Do you have a date scheduled for the surgery already? ETA on recovery if all goes perfectly?


----------



## Citra

Quote:


> Originally Posted by *BWG*
> 
> Do you have a date scheduled for the surgery already? ETA on recovery if all goes perfectly?


Sometime in January. IIRC


----------



## Lutro0

Quote:


> Originally Posted by *Citra*
> 
> Sometime in January. IIRC


They actually got it moved into the end of Feb.









So as I am not really happy with that, in the second opinion appointment I had they said it could take as long as 6 weeks to be up and moving around sooOOoo, that gets me motivated to get a move on for the mod.

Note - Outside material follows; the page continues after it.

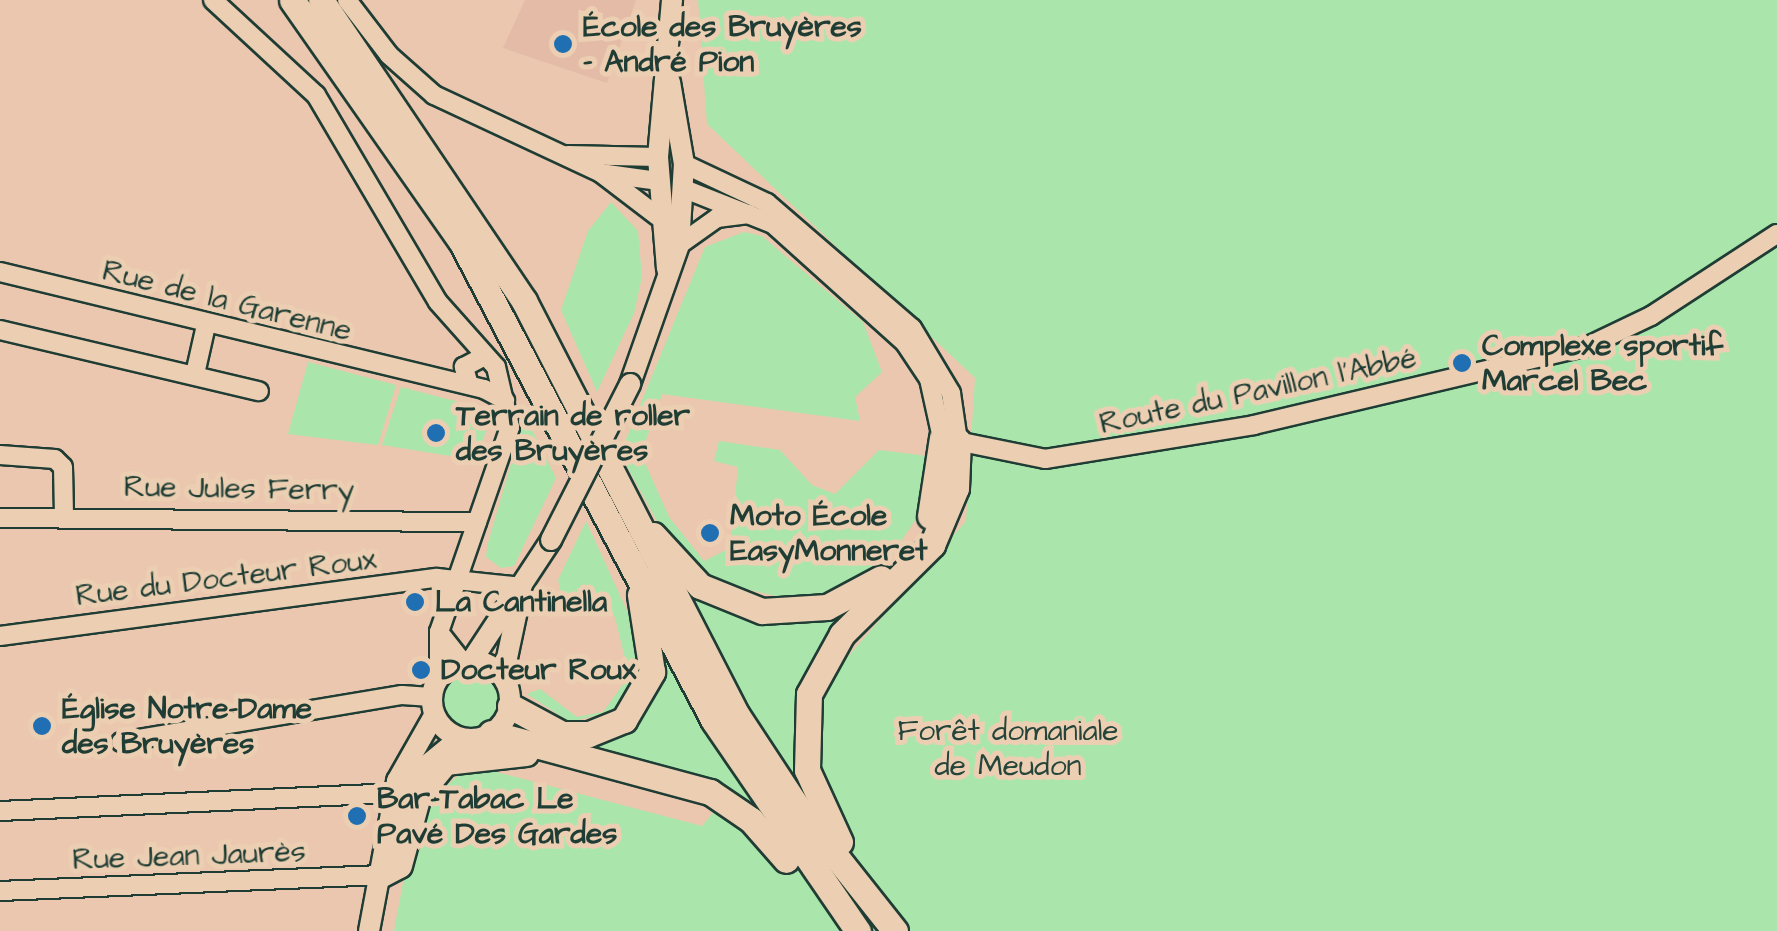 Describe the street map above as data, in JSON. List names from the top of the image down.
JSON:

So as most of you know I do custom sleeved extensions and the response I have gotten for them is amazing! But it has taken a ton of my time away from the mod. So after the Christmas sale I have going on right now I will be taking a hiatus from making them and busting out on the mod because I would like to have it almost if not all the way done before the surgery so I can do fine tuning or just have it done.

I feel as though I have ignored you guys and I intend to bring you some awesome step by step modding lutro0 style in the very near future.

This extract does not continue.